Mit der Begründung, hierdurch werde der Tatbestand unerlaubter Arbeitsvermittlung erfüllt, forderte die Beklagte den Kläger mit Bescheid vom 20. Januar 1984 unter Androhung eines Zwangsgeldes in Höhe von 1.000,- DM für jeden Fall der Zuwiderhandlung auf, Herausgabe und Vertrieb des Künstlerkatalogs zu unterlassen, da dieser eine Bewerberliste sei. Der Widerspruch blieb erfolglos (Widerspruchsbescheid vom 21. Mai 1984).

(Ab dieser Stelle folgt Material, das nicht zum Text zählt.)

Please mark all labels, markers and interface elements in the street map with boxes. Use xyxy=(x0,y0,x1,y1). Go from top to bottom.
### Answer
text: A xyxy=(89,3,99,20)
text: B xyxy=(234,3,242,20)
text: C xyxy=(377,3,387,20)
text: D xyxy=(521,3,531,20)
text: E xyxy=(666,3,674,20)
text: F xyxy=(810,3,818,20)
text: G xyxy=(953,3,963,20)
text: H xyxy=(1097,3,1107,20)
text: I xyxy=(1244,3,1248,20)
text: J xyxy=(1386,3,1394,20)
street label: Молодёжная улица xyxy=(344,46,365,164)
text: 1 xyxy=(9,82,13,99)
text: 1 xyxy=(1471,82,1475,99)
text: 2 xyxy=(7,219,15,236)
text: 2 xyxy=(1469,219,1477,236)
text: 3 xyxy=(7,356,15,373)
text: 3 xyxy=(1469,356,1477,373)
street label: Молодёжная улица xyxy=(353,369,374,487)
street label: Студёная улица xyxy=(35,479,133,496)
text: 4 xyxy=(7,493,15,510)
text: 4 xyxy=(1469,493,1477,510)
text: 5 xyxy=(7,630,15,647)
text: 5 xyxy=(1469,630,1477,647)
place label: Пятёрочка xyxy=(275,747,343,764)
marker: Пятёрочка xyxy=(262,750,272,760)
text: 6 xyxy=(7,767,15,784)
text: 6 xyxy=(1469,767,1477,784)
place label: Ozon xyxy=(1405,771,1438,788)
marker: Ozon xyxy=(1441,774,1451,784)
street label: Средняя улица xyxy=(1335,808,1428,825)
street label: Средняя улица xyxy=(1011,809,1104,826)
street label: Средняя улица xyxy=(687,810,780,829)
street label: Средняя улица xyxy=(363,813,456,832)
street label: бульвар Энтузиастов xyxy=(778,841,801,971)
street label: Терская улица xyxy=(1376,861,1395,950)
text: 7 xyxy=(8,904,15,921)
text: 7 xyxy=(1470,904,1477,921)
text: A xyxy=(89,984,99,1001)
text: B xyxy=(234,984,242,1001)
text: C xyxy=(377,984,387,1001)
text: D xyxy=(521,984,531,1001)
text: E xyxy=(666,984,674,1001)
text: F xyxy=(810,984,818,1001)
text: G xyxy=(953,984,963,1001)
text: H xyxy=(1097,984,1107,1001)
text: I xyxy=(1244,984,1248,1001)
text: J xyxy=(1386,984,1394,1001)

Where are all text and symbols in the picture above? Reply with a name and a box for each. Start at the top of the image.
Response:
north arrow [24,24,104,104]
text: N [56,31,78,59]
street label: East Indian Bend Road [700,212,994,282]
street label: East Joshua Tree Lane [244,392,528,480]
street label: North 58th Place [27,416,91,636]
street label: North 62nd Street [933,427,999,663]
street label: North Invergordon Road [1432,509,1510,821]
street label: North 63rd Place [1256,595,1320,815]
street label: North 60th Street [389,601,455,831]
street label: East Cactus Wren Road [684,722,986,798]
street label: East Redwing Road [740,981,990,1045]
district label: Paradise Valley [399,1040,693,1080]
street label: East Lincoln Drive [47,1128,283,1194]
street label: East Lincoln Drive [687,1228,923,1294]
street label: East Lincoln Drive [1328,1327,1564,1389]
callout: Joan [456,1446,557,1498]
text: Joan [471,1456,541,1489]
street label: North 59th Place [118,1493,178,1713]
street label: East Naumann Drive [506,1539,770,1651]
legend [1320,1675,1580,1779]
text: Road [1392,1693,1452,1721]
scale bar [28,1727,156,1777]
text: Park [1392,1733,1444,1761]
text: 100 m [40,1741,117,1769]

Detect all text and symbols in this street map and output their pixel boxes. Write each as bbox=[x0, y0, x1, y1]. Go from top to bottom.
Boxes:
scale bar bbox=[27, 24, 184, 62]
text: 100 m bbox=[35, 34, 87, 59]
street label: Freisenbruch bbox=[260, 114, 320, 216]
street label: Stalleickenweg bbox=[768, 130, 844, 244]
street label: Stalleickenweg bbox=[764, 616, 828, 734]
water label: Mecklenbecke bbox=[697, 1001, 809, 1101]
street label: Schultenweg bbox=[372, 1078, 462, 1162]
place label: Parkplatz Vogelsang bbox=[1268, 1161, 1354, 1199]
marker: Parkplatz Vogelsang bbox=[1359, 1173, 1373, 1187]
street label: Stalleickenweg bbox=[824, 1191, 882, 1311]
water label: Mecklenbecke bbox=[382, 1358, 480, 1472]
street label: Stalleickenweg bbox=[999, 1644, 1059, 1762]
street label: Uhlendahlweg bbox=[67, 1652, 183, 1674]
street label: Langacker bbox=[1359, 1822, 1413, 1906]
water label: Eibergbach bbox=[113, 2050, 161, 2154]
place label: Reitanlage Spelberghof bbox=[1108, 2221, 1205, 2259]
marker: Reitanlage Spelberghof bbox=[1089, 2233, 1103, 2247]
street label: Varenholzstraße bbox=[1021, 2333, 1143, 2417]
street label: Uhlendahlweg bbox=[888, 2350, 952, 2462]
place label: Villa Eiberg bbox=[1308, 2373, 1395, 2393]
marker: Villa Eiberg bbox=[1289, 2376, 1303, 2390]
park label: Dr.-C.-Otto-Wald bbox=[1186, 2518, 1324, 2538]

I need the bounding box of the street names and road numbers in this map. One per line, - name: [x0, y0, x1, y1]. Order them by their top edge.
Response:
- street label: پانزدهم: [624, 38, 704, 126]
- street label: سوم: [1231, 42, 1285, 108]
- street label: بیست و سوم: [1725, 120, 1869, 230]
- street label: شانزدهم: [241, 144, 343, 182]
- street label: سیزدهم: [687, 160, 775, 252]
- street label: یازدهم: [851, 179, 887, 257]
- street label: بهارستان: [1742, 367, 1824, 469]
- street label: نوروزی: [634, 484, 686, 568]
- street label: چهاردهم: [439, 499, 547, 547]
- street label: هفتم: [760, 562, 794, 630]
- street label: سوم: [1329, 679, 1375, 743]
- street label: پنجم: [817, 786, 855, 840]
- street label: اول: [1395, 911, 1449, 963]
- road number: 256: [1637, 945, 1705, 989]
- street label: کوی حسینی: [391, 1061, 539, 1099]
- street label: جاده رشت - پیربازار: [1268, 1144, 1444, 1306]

Nach der Klageerhebung erschien im Oktober 1984 der “Künstler-Katalog 84/85”; dieser umfaßt nach den Feststellungen des LSG mindestens 82 Seiten, kostet 19,50 D und wird auf dem Titelblatt als “die aktuelle Information für den Veranstalter” und “Deutschlands größter Werbeträger für den gesamten Veranstaltungsmarkt” bezeichnet. Zum überwiegenden Teil besteht der Katalog aus Anzeigen von Künstlern und Künstlergruppen jeglicher Art, wobei er inhaltlich nach Sachgebieten und Darbietungsarten und innerhalb dieser nach Postleitzahlen gegliedert ist. Daneben enthält er in geringem Umfang Werbeanzeigen von Firmen, die Erzeugnisse anbieten, die bei Veranstaltungen benötigt werden, sowie einige wenige Anzeigen von Künstlerdiensten. Die Ausgestaltung der Anzeigen der inserierenden Künstler ist unterschiedlich. Zum Teil werden neben ihren Namen und den Anschriften ihre Telefonnummern oder die ihrer Agenten angegeben, zum Teil findet sich außer ihren Namen nur die Telefonnummer des Klägers, die gelegentlich mit dem Zusatz “A.… Gastspiele, Showprogramme, Veranstaltungsservice international” versehen ist. Mehrfach enthalten die Anzeigen einen Textbeitrag, der den Künstler oder die Gruppe näher vorstellt. Nach einem den Besprechungsexemplaren für die Presse beigefügten Einführungsschreiben, dem auch das Vorwort des Künstlerkatalogs ähnelt, wendet sich dieser vornehmlich an Künstler ohne Agentur, um ihnen die Möglichkeit zu verschaffen, durch Inserate im Künstlerkatalog mehr Engagements zu bekommen und die Zielgruppe der potentiellen Veranstalter direkt anzusprechen.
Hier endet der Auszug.